There is no hiding Kernel is a demanding game. It hammers you with long stages with insufficient save points, enemies that fire with unerring accuracy, large maps with many variables, and allies of limited usefulness. There are areas where you are expected to die a few times before identifying a correct route and the strategy that matches it. You cannot beat the game thinking only on the fly; you must make provision for the last moment as well as the first and finish the stage in a way that feels, above all, rewarding. Being an unaugmented soldier facing augmented ones, you do not expect to win every fight. The programmers were conservative on second chances, alternate routs, and reaction time; in their place, you have unlimited lives and continues, and neither death nor game over resets progress. This is a good gesture but takes the player out of the game world, which the remastered edition would do well to correct. I should not be surprised if many players will not be able to see the good ending without resorting to codes.
— Digital World, Dec. 2015
There is a very obvious and obstinate flaw in Kernel, and that is the UI. It looks like a beehive and responds like one too. Menus pop up all over the place upon a single keystroke or mouse-over, and the options are organized in a way not at all intuitive to the new player. There is a certain logic to them after playing the game for some hours, but not without deliberate study. It seems the only way to change the UI is through the command-line terminal, which sets us back to the 80s in a game that is supposed to be in 2067; there is nothing more immersion-breaking than reprogramming the game in the middle of an intense firefight. The UI squats on the landscape that must have taken a fortune to create.
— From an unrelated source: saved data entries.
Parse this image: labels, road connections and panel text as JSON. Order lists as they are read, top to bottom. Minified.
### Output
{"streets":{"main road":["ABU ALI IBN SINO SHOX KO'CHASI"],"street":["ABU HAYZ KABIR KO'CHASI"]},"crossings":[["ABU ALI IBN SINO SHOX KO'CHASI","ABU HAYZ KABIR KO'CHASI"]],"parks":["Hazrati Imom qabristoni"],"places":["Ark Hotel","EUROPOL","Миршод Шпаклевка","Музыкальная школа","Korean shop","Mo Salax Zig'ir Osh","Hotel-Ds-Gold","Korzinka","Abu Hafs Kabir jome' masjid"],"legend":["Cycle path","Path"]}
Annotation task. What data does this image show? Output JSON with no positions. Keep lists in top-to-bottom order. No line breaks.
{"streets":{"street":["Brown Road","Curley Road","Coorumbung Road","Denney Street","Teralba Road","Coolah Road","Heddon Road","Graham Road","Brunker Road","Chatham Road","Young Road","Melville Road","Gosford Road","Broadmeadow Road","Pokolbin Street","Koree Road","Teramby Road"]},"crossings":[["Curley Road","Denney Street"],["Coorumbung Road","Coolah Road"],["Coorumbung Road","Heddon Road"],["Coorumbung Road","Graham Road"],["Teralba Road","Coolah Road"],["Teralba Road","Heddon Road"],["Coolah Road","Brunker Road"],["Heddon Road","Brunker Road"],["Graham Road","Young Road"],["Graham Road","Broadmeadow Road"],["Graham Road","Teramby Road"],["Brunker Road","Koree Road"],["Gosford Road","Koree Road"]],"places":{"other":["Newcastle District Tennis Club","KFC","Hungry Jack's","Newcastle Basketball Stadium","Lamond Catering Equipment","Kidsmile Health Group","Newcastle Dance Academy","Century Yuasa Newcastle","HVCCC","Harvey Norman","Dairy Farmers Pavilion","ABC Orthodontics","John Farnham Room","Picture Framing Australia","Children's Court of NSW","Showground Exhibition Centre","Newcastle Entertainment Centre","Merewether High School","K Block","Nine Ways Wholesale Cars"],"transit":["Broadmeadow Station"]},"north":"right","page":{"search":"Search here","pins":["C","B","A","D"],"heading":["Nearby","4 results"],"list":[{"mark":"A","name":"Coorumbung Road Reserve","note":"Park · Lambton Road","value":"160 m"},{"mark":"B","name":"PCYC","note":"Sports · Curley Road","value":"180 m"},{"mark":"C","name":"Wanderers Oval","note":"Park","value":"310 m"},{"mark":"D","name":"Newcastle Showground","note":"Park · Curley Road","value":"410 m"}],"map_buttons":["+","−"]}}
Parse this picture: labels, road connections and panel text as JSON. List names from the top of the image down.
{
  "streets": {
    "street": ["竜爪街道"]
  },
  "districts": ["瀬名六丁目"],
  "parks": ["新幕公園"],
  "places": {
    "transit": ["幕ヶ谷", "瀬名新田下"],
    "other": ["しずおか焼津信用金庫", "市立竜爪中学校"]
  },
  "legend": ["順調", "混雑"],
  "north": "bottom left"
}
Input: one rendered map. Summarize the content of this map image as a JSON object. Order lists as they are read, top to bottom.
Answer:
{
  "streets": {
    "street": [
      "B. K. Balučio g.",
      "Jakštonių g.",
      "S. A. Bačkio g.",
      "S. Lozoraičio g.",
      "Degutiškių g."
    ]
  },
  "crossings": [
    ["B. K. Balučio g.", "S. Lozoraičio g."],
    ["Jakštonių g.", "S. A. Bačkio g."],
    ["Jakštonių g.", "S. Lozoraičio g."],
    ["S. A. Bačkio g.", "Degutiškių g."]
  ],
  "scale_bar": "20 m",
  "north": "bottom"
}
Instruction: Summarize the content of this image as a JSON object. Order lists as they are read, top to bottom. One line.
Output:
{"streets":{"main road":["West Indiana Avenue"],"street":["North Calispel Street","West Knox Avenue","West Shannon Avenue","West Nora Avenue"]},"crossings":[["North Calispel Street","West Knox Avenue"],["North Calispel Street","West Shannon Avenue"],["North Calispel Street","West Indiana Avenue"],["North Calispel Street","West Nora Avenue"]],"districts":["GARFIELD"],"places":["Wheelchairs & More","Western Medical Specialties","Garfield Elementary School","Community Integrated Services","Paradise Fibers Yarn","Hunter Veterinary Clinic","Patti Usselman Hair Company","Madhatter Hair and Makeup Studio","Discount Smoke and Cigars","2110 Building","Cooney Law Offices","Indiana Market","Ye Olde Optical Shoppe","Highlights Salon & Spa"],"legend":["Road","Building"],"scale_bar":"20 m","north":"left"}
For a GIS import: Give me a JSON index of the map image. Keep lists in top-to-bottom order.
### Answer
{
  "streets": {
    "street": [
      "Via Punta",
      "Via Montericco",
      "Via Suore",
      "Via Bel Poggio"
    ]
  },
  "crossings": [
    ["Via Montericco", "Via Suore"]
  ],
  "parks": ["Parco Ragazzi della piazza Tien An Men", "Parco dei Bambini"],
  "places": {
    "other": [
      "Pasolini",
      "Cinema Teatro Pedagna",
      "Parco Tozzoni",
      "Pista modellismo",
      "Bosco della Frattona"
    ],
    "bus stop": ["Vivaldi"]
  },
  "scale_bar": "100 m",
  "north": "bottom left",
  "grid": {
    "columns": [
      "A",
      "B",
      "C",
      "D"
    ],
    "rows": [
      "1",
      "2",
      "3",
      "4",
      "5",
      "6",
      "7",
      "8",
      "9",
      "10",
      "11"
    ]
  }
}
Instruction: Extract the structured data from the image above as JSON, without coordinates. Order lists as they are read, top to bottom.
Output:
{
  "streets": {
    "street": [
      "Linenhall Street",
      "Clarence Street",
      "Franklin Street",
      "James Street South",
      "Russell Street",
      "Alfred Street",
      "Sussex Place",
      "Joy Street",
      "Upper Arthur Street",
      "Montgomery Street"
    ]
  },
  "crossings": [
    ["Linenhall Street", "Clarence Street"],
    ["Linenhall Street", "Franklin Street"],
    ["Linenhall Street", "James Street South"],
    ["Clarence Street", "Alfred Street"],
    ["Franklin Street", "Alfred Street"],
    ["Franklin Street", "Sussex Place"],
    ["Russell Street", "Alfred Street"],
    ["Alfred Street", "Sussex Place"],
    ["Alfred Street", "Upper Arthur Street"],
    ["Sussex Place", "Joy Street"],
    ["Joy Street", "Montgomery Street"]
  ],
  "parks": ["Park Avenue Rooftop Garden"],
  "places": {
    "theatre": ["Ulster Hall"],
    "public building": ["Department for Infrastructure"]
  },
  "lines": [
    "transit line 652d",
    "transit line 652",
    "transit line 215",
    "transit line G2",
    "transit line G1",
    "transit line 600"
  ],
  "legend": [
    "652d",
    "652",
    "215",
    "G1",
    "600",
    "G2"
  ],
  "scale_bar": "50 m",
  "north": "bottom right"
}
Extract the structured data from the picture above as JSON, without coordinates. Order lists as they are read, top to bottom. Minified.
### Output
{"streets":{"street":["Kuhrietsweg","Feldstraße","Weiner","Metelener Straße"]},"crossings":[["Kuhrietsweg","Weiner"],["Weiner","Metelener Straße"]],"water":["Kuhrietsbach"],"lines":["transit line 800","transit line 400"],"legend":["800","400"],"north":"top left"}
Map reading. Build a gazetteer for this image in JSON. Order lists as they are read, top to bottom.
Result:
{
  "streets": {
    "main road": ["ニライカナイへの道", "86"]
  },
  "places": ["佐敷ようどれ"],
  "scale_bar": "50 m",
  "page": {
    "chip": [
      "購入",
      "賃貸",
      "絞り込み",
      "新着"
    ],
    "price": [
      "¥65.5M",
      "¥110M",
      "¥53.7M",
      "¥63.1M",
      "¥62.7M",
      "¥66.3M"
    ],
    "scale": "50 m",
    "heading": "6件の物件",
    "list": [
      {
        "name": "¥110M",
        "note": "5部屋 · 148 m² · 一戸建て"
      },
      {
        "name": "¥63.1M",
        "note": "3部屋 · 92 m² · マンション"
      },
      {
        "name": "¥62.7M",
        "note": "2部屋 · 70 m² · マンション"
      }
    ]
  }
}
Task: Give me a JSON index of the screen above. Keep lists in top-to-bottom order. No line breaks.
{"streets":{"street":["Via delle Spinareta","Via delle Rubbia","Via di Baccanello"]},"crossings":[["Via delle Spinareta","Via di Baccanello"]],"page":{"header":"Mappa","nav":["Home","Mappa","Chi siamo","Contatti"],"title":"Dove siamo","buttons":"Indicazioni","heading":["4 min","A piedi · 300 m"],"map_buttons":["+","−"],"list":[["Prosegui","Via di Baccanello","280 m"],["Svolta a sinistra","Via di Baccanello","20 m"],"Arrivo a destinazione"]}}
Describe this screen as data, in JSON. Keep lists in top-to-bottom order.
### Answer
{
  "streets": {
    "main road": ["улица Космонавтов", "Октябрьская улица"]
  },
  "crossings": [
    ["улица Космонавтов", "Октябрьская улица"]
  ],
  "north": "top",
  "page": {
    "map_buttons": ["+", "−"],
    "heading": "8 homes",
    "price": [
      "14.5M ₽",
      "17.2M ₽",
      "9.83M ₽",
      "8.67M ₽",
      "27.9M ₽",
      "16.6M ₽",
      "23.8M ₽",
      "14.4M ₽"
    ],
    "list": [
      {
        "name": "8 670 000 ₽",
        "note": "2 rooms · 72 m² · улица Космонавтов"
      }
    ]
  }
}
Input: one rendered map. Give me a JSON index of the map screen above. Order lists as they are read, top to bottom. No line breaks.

— Gaming on PC, September 2015
Quotes
- "Don't kill him! That was not his choice!"
- "You are a real monster; you just killed someone who a bullet for you in cold blood!"
- "Sorry, we have to carry on without you."—When the protagonist suffers from excessive "mental entropy" and is killed by CPU allies.
Trivia
- Kernel was teased in an April fool's day demo called 1867.
- The Themiclesian Marines, featured in the demo, are only a cameo in the finished game. A marine is shown in Base A leaving his plasma rifle on a table to make a cup of coffee, and then he leaves for "shooting practice" with only the coffee. The player can pick up the rifle but cannot equip it because his fingerprint does not unlock it.
- The enemy state is left unidentified at all times, leading to speculation what it really represents. Attic Games, which executed the substantive development, said that the writer left it intentionally ambiguous, as Remit was a video game, not a policy paper. The enemy country only needs to provide adequate challenge and not represent an actual country.